Oui donc, jusqu’à preuve du contraire, il n’a rien donné du tout.
Si demain je viens vous voir en disant qu’au fait les secrets sont dans une théière volant autour de Saturne, allez-vous me croire sur parole ?
Le fait est que certains ont cru cela sur parole. Après la chute de l’Empire romain, Saint Benoît s’est efforcé de conserver tout ce qu’il a pu de la culture romaine et chrétienne. Dans son monastère du mont Cassin, des générations de moines ont essayé de décrypter les Écritures, en s’aidant des Juifs qui avaient une parfaite connaissance de l’Hébreu. Tout un travail d’analyse a été mené jusqu’à Bernard de Clairvaux qui a pris la décision de fonder un ordre de chevalerie pour assurer la sécurité des pèlerins sur la route de Jérusalem. C’est du moins la raison officielle, car cet ordre, qui s’appelait les Templiers, dont les neuf membres avaient été triés sur le volet, sont arrivés jusqu’à Jérusalem et leur retour coïncide très exactement avec un brusque changement architectural. On passe sans transition du roman au gothique, on se met à faire des vitraux dont le savoir-faire s’est perdu (pas un gramme de silice dans ce "verre", que du métal), les cathédrales poussent en France par centaines en à peine deux siècles, ce qui est très mystérieux étant donné la pauvreté de la plupart des communes où elles sont érigées et la quantité formidable de main d’oeuvre que de telles constructions demanderaient (même aujourd’hui). Tout porte donc à croire que l’opération des Templiers en terre sainte avait été préparée depuis très longtemps, et qu’ils en ont ramené quelque chose qui leur a donné un savoir-faire inédit. Tout ça parce qu’ils ont "cru sur parole" les Écritures, et qu’ils ont été précédés par des générations d’analystes qui y ont sans doute trouvé l’emplacement de cette chose et son mode d’emploi.
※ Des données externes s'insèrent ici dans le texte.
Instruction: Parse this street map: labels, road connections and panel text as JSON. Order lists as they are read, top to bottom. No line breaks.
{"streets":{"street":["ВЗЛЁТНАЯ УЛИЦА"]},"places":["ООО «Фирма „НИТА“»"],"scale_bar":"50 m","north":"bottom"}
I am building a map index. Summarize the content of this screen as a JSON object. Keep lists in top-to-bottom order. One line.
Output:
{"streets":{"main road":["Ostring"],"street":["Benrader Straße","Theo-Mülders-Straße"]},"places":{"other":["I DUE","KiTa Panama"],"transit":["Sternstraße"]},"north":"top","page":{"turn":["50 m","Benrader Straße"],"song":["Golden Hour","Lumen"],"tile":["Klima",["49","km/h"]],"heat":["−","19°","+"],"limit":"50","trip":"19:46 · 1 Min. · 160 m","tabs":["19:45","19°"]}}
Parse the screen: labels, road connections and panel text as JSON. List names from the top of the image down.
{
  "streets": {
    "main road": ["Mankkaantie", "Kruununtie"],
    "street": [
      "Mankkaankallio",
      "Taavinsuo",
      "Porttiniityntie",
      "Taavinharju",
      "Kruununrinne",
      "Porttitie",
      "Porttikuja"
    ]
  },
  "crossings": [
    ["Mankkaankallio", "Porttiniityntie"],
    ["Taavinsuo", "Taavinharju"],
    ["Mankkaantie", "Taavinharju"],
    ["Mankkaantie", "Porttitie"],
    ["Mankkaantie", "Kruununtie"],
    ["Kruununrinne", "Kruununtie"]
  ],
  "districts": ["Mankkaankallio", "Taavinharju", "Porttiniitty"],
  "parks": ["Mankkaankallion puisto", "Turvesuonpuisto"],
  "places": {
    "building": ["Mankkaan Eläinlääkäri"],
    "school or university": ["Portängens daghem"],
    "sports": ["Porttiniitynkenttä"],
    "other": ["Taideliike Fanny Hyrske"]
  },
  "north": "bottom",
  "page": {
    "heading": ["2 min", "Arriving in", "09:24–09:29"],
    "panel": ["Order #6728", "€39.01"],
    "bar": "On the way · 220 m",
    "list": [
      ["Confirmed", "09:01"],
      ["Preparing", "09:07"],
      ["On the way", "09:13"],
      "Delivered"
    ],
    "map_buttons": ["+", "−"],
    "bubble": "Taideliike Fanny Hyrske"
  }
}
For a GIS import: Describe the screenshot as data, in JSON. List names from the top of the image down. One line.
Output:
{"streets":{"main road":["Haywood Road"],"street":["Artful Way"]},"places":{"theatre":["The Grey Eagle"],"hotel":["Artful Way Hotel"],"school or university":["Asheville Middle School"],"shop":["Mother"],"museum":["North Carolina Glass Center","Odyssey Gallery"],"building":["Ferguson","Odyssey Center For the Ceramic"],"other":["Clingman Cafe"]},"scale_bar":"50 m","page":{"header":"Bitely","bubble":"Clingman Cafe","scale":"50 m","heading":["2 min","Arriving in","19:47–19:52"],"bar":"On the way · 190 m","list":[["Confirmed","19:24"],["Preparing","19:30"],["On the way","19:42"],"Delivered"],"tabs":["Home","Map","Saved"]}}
Cependant, cette oeuvre civilisationnelle qui avait été entreprise et qui était à la fois religieuse, culturelle et sociale (je vous invite à vous renseigner sur le progressisme des Templiers, qui affranchissaient leurs serfs, qui prêtaient à taux très bas) a été sapée par Philippe le Bel, désireux de mettre la main sur le "trésor" qu’il n’a pourtant pas trouvé. De plus, cette oeuvre n’a fourni aucun avantage militaire à la France, puisque les compagnons initiés refusaient de construire des forteresses ou des prisons.
Non, c’est juste que la religion n’a jamais été une science, mais qu’à force de perdre inexorablement du terrain face à cette dernière, la première n’a plus qu’à essayer de se faire passer pour la seconde, en vain.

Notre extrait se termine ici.